Data for the task below:
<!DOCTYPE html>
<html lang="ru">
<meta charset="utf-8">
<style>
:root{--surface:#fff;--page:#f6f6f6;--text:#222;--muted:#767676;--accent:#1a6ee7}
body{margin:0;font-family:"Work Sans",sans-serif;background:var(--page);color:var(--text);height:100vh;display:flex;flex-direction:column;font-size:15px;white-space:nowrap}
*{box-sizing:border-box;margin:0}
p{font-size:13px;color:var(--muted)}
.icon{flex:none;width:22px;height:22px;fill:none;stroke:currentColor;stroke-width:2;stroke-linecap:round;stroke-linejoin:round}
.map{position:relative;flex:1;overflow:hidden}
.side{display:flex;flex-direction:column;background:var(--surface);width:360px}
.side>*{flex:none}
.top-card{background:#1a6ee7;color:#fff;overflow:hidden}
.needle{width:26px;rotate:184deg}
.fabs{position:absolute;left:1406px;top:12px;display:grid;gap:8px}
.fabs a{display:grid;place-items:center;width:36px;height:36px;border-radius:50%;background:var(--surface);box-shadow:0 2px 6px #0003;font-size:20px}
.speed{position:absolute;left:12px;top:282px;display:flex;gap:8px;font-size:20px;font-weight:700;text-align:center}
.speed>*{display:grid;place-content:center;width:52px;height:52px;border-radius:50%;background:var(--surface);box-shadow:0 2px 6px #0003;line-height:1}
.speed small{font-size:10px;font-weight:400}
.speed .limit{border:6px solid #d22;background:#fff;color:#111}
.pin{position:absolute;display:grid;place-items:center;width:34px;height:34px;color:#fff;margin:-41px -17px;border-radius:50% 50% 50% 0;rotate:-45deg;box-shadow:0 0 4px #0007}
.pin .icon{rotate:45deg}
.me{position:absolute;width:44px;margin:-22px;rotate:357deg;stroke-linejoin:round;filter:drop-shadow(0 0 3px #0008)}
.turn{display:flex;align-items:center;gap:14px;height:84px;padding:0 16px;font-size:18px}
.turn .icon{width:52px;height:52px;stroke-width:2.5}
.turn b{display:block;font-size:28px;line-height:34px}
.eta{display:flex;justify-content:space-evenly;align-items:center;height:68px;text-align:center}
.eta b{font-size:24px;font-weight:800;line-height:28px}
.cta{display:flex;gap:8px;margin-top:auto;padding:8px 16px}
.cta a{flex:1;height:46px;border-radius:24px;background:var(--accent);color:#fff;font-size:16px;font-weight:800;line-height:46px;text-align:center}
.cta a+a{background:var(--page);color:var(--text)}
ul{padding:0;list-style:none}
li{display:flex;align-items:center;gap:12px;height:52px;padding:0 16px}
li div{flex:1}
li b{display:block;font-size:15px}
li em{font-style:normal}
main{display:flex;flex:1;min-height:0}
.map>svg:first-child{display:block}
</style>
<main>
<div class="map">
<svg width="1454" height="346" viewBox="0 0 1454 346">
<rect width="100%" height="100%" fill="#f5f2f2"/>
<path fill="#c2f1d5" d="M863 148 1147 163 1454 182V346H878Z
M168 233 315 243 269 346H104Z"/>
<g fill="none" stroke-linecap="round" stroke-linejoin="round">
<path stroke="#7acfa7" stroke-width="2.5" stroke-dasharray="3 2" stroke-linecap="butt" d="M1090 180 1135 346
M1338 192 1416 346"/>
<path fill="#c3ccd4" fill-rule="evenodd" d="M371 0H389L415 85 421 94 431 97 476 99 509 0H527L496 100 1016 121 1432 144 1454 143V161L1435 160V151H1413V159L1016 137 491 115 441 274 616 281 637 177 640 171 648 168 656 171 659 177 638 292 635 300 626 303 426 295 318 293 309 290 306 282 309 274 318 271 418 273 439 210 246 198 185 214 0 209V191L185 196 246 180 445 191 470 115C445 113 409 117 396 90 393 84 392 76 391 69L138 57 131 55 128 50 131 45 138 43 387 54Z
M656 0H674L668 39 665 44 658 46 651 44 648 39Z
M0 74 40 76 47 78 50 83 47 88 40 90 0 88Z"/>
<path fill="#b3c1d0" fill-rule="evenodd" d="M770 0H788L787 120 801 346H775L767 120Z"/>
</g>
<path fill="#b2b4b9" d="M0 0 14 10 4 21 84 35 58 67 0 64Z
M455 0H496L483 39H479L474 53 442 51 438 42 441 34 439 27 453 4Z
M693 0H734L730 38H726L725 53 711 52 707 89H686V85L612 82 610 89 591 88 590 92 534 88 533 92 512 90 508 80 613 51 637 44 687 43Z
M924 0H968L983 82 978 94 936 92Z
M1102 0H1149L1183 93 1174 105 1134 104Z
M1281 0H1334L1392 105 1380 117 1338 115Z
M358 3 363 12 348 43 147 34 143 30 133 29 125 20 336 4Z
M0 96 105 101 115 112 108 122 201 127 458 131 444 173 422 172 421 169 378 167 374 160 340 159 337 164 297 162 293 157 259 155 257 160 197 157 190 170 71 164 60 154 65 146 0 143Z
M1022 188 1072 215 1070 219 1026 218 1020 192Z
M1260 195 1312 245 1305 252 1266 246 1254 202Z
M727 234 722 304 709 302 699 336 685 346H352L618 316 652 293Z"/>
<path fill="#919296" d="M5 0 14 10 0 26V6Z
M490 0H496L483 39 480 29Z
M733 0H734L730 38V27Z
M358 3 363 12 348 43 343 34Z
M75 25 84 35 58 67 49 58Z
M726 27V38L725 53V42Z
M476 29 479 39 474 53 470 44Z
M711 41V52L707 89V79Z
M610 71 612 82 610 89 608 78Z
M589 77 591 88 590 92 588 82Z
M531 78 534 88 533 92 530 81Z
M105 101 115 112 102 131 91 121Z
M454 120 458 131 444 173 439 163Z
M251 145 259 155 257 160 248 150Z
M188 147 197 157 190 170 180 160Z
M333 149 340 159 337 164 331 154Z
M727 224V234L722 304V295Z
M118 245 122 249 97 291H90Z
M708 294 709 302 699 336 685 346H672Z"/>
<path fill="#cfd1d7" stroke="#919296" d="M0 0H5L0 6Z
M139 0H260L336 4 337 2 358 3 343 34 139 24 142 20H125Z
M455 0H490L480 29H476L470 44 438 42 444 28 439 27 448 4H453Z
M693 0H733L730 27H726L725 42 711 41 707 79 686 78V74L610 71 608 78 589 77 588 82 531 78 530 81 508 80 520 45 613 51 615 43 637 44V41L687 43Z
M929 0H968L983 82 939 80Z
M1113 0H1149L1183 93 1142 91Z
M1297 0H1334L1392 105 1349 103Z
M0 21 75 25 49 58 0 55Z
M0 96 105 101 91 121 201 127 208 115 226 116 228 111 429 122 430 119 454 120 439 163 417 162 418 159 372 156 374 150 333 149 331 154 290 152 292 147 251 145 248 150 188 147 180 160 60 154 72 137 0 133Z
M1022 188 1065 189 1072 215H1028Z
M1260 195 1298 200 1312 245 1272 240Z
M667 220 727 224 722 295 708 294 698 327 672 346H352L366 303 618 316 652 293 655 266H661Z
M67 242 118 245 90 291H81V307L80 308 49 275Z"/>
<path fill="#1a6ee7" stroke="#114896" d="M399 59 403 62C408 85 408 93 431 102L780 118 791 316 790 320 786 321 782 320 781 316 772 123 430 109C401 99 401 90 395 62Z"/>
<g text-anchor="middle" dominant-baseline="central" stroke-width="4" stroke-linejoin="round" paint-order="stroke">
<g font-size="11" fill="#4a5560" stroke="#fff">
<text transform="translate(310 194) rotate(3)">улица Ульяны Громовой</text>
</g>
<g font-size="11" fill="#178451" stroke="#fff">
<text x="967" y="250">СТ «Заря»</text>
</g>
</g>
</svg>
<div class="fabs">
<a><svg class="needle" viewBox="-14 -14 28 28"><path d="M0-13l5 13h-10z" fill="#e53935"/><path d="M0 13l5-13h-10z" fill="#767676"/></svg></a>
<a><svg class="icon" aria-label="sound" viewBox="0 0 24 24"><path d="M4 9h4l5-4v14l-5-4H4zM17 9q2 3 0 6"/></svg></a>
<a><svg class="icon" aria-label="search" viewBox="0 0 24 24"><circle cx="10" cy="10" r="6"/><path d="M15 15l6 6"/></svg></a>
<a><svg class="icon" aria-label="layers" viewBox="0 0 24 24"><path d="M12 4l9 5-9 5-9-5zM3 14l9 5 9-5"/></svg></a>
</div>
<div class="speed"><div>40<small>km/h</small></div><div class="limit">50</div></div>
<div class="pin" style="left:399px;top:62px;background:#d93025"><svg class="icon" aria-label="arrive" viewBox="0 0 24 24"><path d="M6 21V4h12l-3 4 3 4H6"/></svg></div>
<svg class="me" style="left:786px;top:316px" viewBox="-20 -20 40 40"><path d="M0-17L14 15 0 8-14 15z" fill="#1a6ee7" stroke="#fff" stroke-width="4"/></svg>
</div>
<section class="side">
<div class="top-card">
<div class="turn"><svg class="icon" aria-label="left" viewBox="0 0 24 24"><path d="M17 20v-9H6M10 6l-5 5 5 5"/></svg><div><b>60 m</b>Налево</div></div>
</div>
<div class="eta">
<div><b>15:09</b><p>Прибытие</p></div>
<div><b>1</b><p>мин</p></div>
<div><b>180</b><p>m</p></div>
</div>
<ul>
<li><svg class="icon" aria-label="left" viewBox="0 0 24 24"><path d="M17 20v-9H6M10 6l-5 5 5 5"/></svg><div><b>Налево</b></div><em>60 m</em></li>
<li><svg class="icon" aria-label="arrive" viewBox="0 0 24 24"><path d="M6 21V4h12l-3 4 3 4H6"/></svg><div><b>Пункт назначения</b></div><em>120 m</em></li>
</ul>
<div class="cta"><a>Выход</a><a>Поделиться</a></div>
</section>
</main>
End of Data for the task.
**Assignment:**
In the material above, each line with the word "align" should be copied.

**Answer space:**
.speed{position:absolute;left:12px;top:282px;display:flex;gap:8px;font-size:20px;font-weight:700;text-align:center}
.turn{display:flex;align-items:center;gap:14px;height:84px;padding:0 16px;font-size:18px}
.eta{display:flex;justify-content:space-evenly;align-items:center;height:68px;text-align:center}
.cta a{flex:1;height:46px;border-radius:24px;background:var(--accent);color:#fff;font-size:16px;font-weight:800;line-height:46px;text-align:center}
li{display:flex;align-items:center;gap:12px;height:52px;padding:0 16px}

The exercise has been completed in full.